All of lore.kernel.org
 help / color / mirror / Atom feed
From: Alexander Fomichev <fomichev.ru@gmail.com>
To: Hillf Danton <hdanton@sina.com>
Cc: Mel Gorman <mgorman@suse.de>,
	linux-kernel@vger.kernel.org, dmaengine@vger.kernel.org,
	linux@yadro.com, Peter Zijlstra <peterz@infradead.org>
Subject: Re: [RFC] Scheduler: DMA Engine regression because of sched/fair changes
Date: Wed, 19 Jan 2022 15:55:13 +0300	[thread overview]
Message-ID: <20220119125513.bpnf563tjc2u6g47@yadro.com> (raw)
In-Reply-To: <20220118020448.2399-1-hdanton@sina.com>

On Tue, Jan 18, 2022 at 10:04:48AM +0800, Hillf Danton wrote:
> On Mon, 17 Jan 2022 20:44:19 +0300 Alexander Fomichev wrote:
> > On Mon, Jan 17, 2022 at 10:27:01AM +0000, Mel Gorman wrote:
> > > > 1) You're right. When options "noverify=1" and "polling=1" are used.
> > > > then no performance reducing occurs.
> > > 
> > > How about just noverify=1 on its own?
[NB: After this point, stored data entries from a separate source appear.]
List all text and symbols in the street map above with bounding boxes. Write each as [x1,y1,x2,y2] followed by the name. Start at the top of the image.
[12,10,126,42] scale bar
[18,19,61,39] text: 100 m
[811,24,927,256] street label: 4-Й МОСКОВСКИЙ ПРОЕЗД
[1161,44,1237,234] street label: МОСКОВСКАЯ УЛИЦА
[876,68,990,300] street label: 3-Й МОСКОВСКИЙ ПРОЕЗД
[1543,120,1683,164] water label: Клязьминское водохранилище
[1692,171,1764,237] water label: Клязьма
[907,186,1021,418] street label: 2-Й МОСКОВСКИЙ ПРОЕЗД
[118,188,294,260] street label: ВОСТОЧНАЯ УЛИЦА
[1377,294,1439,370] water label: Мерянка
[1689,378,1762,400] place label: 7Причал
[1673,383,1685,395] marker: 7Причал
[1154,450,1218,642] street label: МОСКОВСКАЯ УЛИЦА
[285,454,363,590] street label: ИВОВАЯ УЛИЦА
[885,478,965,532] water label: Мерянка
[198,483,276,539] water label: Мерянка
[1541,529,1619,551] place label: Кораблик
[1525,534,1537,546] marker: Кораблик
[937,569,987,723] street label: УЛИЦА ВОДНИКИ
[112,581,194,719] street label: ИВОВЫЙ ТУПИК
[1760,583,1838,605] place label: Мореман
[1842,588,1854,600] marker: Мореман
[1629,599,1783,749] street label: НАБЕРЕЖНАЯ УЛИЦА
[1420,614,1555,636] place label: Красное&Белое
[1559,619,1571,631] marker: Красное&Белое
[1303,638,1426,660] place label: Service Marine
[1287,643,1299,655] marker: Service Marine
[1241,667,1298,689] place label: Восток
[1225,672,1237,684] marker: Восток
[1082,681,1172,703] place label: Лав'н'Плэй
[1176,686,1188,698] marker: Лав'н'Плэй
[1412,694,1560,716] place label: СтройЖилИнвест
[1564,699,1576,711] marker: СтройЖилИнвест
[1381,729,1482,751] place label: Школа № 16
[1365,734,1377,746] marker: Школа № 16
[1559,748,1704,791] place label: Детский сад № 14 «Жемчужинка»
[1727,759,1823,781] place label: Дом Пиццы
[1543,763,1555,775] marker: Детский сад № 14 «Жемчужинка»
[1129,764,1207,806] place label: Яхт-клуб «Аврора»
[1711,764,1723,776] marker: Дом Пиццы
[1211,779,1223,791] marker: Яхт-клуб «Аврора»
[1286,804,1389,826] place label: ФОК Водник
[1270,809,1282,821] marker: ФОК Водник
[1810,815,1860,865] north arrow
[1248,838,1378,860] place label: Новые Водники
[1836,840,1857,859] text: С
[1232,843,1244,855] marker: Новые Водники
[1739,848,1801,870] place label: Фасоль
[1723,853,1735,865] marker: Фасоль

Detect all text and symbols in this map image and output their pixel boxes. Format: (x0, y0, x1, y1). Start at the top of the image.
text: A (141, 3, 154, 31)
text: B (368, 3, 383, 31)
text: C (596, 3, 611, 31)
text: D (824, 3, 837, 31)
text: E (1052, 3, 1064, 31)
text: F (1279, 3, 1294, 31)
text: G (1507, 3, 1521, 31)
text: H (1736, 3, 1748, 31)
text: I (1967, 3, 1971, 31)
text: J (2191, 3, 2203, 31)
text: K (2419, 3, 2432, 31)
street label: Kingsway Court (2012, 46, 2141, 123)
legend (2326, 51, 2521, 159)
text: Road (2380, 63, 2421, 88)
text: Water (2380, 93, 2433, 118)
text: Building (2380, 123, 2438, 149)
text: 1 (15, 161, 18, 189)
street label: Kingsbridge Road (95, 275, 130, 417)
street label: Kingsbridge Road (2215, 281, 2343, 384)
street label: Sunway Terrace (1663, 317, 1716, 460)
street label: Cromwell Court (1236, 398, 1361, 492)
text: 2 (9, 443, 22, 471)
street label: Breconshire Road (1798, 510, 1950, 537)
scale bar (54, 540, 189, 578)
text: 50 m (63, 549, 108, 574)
It's a stronger indicator that
> > > cache hotness is a factor.
> > > 
> > 
> > With "noverify=1 polled=0" the performance reduction is only 10-20%,
> > but still exists.
> > 
> > -----< v5.15.8-vanilla >-----
> > [17057.866760] dmatest: Added 1 threads using dma0chan0
> > [17060.133880] dmatest: Started 1 threads using dma0chan0
> > [17060.154343] dmatest: dma0chan0-copy0: summary 1000 tests, 0 failures 49338.85 iops 3157686 KB/s (0)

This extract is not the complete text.